*Work required*:
Scan the data for lines with "controls" and report the count by itself.

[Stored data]
======

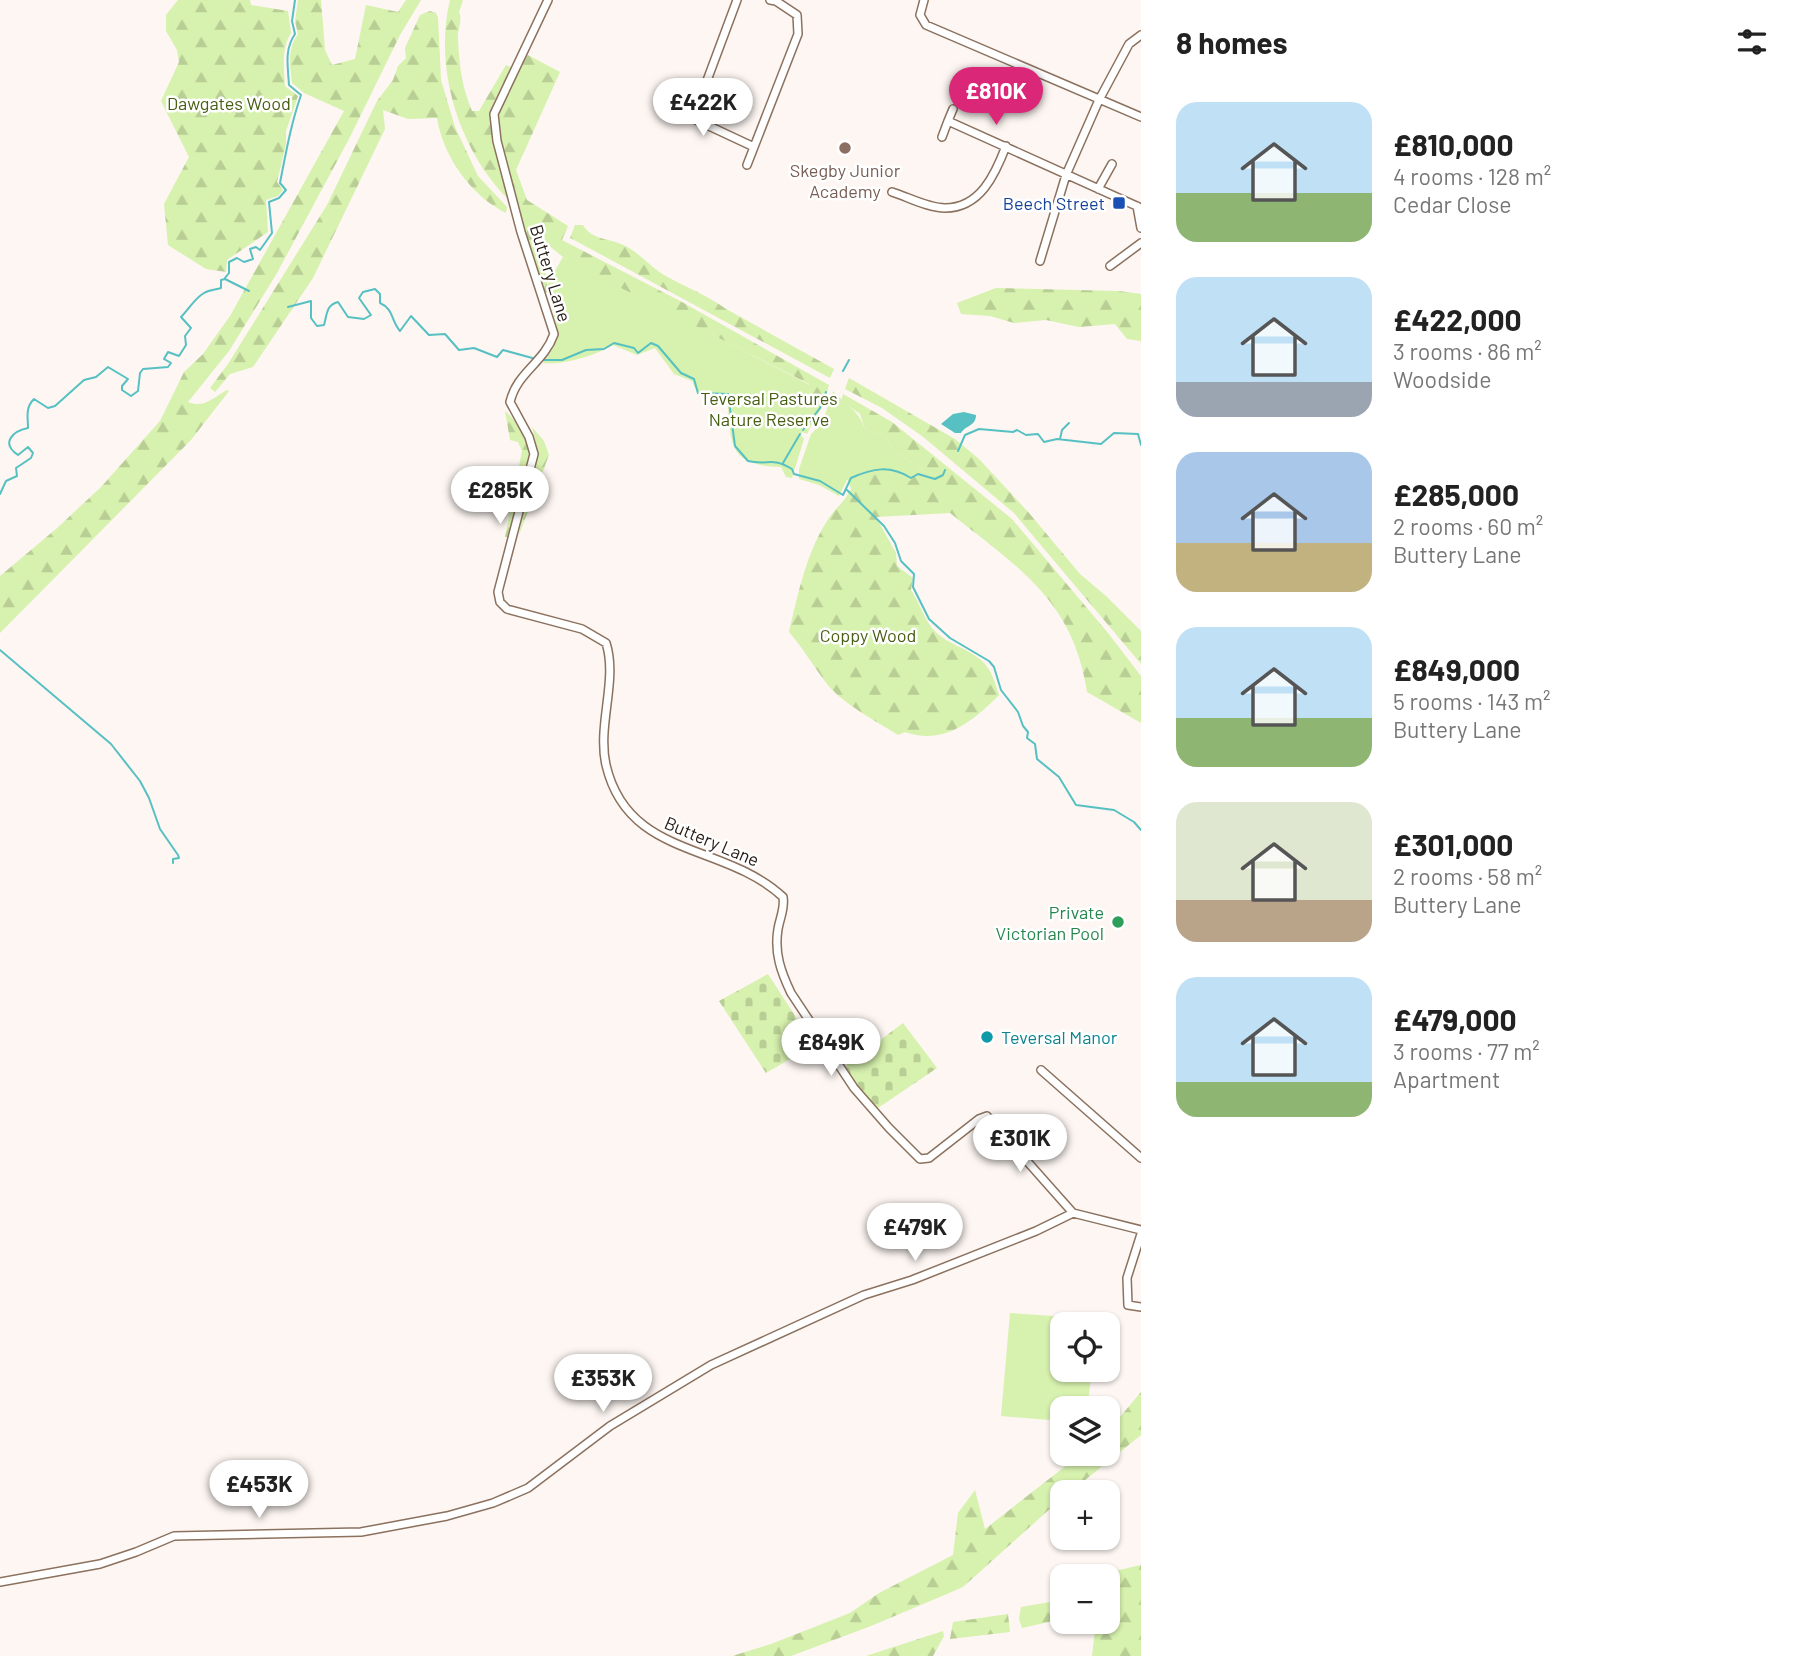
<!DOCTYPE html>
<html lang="en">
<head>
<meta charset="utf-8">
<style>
  body { margin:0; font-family:Barlow,sans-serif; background:#f6f6f6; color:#222; height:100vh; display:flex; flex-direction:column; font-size:26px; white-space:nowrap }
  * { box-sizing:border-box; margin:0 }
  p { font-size:23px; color:#767676 }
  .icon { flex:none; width:38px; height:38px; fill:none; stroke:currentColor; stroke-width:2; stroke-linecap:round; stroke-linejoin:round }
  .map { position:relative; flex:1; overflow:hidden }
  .panel { display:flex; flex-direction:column; background:#fff; width:665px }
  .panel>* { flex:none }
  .controls { position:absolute; left:1050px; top:1312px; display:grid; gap:14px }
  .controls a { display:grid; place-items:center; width:70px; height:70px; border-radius:14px; background:#fff; box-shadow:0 2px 5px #0004; font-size:35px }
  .price { position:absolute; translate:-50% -60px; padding:0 16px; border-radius:24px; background:#fff; color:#222; font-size:23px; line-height:46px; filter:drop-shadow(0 2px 4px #0008) }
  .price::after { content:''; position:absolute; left:50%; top:42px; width:21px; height:16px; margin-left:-10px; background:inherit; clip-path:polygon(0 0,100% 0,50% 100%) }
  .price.current { background:#db2777; color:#fff }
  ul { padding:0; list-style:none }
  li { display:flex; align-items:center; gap:21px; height:175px; padding:0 35px }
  li span { display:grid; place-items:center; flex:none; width:196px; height:140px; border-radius:21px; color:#555 }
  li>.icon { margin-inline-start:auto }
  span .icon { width:84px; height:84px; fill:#fffc; stroke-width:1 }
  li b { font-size:30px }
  h2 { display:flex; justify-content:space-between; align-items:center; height:84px; padding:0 35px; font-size:30px }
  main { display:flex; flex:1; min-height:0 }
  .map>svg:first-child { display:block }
  .green { fill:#d7f1ae }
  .forest { fill:url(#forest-firs) }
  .cemetery { fill:url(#cemetery-stones) }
  .water { fill:#56c0c2 }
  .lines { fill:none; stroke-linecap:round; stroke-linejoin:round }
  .stream { stroke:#56c0c2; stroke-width:2 }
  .street-casing { stroke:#8b715e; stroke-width:10 }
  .street { stroke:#fff; stroke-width:7 }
  .education-dot { fill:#8d6e63; stroke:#fff; stroke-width:2.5 }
  .transit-dot { fill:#1a4fb4; stroke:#fff; stroke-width:2.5 }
  .leisure-dot { fill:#2e9e5b; stroke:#fff; stroke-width:2.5 }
  .culture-dot { fill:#0f9aa8; stroke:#fff; stroke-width:2.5 }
  .labels { text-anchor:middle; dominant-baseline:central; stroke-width:5; stroke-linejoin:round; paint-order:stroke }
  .park-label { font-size:18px; fill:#475e13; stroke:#fff }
  .education-label { font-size:18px; fill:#785e54; stroke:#fff }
  .transit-label { font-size:18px; fill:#164399; stroke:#fff; text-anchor:end }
  .street-label { font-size:18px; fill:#251a13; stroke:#fff }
  .leisure-label { font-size:18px; fill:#27864d; stroke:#fff; text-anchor:end }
  .culture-label { font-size:18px; fill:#0d838f; stroke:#fff; text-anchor:start }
</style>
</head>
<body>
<main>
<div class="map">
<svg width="1141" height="1656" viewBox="0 0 1141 1656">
  <defs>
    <pattern id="forest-firs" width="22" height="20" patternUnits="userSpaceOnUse" patternTransform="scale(1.75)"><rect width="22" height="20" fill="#d7f1ae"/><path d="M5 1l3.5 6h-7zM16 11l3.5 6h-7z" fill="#b8ce95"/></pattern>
    <pattern id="cemetery-stones" width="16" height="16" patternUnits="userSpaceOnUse" patternTransform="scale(1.75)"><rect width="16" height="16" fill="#d7f1ae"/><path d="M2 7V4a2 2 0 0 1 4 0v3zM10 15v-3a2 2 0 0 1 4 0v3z" fill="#b8ce95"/></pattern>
  </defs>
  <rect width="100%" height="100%" fill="#fdf6f2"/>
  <path class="green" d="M563 257 827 394 807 434 802 432 801 435 804 439 792 478 786 477 781 467C725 465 732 443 727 396L698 395 692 381 674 374 655 348 637 355 613 345C594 356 565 365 543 363 567 331 552 320 547 285Z
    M833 391C846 406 858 409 865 429L884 435 894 451 922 468 910 482 848 478 839 496 819 485 799 479V469L811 434 822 424Z
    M1010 1313 1097 1319V1325H1062V1370H1092L1087 1409H1062V1421L1001 1416Z"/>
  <path class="forest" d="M178 0H250L251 5 288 11 291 33C281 49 284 68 285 86L298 96 286 131V144L277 182 283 190 278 196 266 200 268 232 227 260 226 272 206 269 168 245 164 204 189 157 161 101 179 62 177 50 166 31V15Z
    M298 0H321L325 50 332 65 355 59 366 5 398 12 406 0H421L400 35 350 137 277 273 229 351 188 402C204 409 214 397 227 390L229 391 191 440 0 633V576L56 529 101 487 160 421 184 372 203 354 230 316 344 111 304 93 292 83C290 66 287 49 298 34L295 21Z
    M450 0H463L459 12C463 21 457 30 458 39 459 64 462 88 472 111H479L506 65 513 68 494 102 491 118 511 202C460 153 433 70 450 0Z
    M430 11 436 13 438 17 441 80 455 127 478 176 507 207 506 213C471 196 443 156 437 118L408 119 383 110 385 129 313 278 253 367 230 374 215 392 210 388 228 364 327 205 377 101 393 80 398 66 406 58 405 48 420 15Z
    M526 54 560 72 516 170 527 200 568 226 562 240 682 302 829 385 823 406 812 424 810 417 814 401 809 384 586 270 563 257 547 244 543 252 548 293H544L522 228 520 210 499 140 496 114Z
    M575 225H583C592 241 611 238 625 246 640 253 650 267 664 275 685 287 707 295 726 309L834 369 830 378 574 240 570 238Z
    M996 288 1119 291 1141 294V341L1127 339 1115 324 1079 327 1046 320 1014 323 990 316 961 314 957 303Z
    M849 378 955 439 979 459 1029 513 1080 574 1106 596 1141 631V664L1014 513 922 436 882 408 845 389Z
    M843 394 892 422 1012 519 1108 633 1141 676V723L1087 692C1073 599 1017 567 950 513L876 517 896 553 897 566 913 578 911 590C919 602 924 618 932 628 945 644 968 648 982 661 992 670 995 683 999 695 973 721 944 746 905 732L898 735C876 721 843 704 827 684 814 667 803 648 789 632 798 594 806 554 827 521 834 509 845 502 851 489L847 478 892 472 910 481 922 468 894 451 884 435 865 429 860 414 841 401Z
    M505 411C518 422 529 437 530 454 531 469 514 519 509 537H505L522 451 518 442 510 440Z
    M532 427 544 441 549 455 519 535 523 509 538 452Z
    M1141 1392V1435L1069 1493H1062V1498L963 1587 954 1591 871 1626 791 1656H732L771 1644 850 1613 879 1593 953 1555 958 1513 975 1490 985 1529 1081 1454H1108V1431Z
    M1141 1565V1656H1092L1095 1629 1093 1622H1108V1577H1088Z
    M1062 1600V1619L1022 1628 1019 1619 1021 1607Z
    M1008 1614 1010 1632 950 1639 953 1622Z
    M943 1631 944 1636 933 1656H866Z"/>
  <path class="cemetery" d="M768 974 814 1045 766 1073 719 1001Z
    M903 1023 937 1068 875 1110 843 1068Z"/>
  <path class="water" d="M964 412 976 415C976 426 966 425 961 433H955L941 424 953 414Z"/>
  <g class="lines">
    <path class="stream" d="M225 278 229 273V262L237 258 244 262 253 259 250 249 256 247 260 250 272 233 269 202 279 198 286 190 280 183C286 152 291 124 301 95L289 85C288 67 284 50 295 34L292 21 295 0
      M288 307 311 301V318L317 326 324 325C327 315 326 305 338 302L348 317 364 319 371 315 359 298 363 292 375 289 380 294V303C394 309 391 321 400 331L411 316 429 335 445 334 459 350 474 348 497 357 503 350 536 359
      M541 360H562L586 350 604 349 614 343 634 348 638 353 651 343 658 346 681 373 694 379 698 393 728 394 735 446 748 461C769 466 770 456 792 469L794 474 820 481 843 495 851 478C873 468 890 465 911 478L918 474 935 479 943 475 945 470
      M843 371 849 360
      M803 430 820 408 826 392
      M1060 439 1062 430 1069 423
      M958 451 965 435 979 429 1013 432 1017 430 1026 435 1038 434 1044 442 1057 439 1101 444 1114 433 1138 434 1141 445
      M783 463 800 434
      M847 490 884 526 895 543 901 561 914 574 913 587 929 619 950 638 989 661 994 667 1001 690 1018 712 1023 726 1028 732 1027 738 1035 744 1037 759 1059 777 1076 805 1114 810 1134 822 1141 830
      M0 494 6 481 17 476 16 468 31 458 33 453 28 447 18 455C0 443 13 431 28 428 28 417 25 408 34 399L48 408 55 406 84 380 96 377 108 367 128 379 122 386V390L131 396 138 391 140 373 143 369 168 367 171 363 164 359 168 352 179 356 186 345 185 336 191 328 181 317C189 309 194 299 204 293 210 289 215 290 221 288V280L225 279 249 291
      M0 650 111 744 140 781 149 798 160 829 178 855 179 858 173 859V863"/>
    <g class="street-casing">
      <path id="street" d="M548 0 494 114 497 141 521 232 554 334C544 363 517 372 510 402L529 437 534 454 498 592 500 602 507 609 582 629 606 643C618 680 597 725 606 765 628 859 724 842 783 897 785 909 780 917 778 929 774 953 781 972 791 993L854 1088 889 1128 920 1159 929 1158 979 1119 987 1116 1073 1213
        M924 0 920 15 926 25 1141 117
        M664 105 754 147
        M693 118 737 0
        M948 121 953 109
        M942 137 948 121 1141 208
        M747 165 798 34 797 15 776 1 770 0
        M1098 189 1112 164
        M892 192C908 197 928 208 945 208 980 208 995 175 1006 146
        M1137 206 1141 228
        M1040 261 1066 175 1099 100 1129 44 1141 35
        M1110 266 1141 243
        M1041 1070 1141 1158
        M1073 1213 1141 1230
        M1141 1234 1127 1278 1128 1305 1141 1307
        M0 1582 100 1564 136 1552 174 1536 361 1532 447 1516 493 1503 528 1488 610 1426 711 1365 864 1295 912 1280 1036 1231 1073 1213"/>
    </g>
    <use href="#street" class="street"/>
  </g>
  <circle class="education-dot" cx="845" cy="148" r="7"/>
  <rect class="transit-dot" x="1112" y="196" width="14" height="14" rx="3.5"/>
  <circle class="leisure-dot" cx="1118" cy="922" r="7"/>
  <circle class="culture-dot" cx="987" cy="1037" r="7"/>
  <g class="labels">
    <g class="park-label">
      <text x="229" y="103">Dawgates Wood</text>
      <text x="769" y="398">Teversal Pastures<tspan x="769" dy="21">Nature Reserve</tspan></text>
      <text x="868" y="635">Coppy Wood</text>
    </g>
    <g class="education-label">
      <text x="845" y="170">Skegby Junior<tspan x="845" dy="21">Academy</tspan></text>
    </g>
    <g class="transit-label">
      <text x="1105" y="203">Beech Street</text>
    </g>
    <g class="street-label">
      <text transform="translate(551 273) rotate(73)">Buttery Lane</text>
      <text transform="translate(712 841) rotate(23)">Buttery Lane</text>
    </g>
    <g class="leisure-label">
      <text x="1104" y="912">Private<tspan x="1104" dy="21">Victorian Pool</tspan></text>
    </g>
    <g class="culture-label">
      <text x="1001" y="1037">Teversal Manor</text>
    </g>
  </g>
</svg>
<div class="controls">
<a><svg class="icon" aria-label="locate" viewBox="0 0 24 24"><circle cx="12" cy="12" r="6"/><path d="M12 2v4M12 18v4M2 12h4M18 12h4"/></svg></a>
<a><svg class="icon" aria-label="layers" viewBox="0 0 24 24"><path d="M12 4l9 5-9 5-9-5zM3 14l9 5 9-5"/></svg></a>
<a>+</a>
<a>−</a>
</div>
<b class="price current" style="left:996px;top:127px">£810K</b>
<b class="price" style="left:703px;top:138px">£422K</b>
<b class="price" style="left:500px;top:526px">£285K</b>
<b class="price" style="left:831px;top:1078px">£849K</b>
<b class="price" style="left:1020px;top:1174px">£301K</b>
<b class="price" style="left:915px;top:1263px">£479K</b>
<b class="price" style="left:603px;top:1414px">£353K</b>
<b class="price" style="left:259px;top:1520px">£453K</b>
</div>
<section class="panel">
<h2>8 homes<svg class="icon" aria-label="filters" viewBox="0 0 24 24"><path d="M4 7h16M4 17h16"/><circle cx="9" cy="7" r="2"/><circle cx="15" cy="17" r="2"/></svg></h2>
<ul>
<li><span style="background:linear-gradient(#bfe0f5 65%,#8fb573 0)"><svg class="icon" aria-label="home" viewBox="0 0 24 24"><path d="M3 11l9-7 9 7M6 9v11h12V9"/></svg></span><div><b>£810,000</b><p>4 rooms · 128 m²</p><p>Cedar Close</p></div></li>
<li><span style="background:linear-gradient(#bfe0f5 75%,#9aa5b1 0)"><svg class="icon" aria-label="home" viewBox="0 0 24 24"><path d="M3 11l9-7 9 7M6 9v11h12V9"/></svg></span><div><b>£422,000</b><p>3 rooms · 86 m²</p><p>Woodside</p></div></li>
<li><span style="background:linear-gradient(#a9c7e8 65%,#c2b280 0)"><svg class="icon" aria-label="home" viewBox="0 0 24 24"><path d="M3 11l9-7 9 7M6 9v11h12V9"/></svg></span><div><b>£285,000</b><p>2 rooms · 60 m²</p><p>Buttery Lane</p></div></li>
<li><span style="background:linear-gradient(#bfe0f5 65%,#8fb573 0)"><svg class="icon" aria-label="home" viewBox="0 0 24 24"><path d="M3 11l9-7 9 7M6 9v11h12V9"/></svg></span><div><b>£849,000</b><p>5 rooms · 143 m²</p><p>Buttery Lane</p></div></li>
<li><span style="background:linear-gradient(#dfe7d0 70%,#b9a48a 0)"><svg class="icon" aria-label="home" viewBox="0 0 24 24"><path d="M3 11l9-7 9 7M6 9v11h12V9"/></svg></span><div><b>£301,000</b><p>2 rooms · 58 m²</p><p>Buttery Lane</p></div></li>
<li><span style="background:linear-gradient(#bfe0f5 75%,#8fb573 0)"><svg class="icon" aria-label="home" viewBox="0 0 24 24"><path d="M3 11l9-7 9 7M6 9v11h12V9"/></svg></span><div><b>£479,000</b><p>3 rooms · 77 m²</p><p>Apartment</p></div></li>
</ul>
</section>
</main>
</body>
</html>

======

*Response to the task*:
3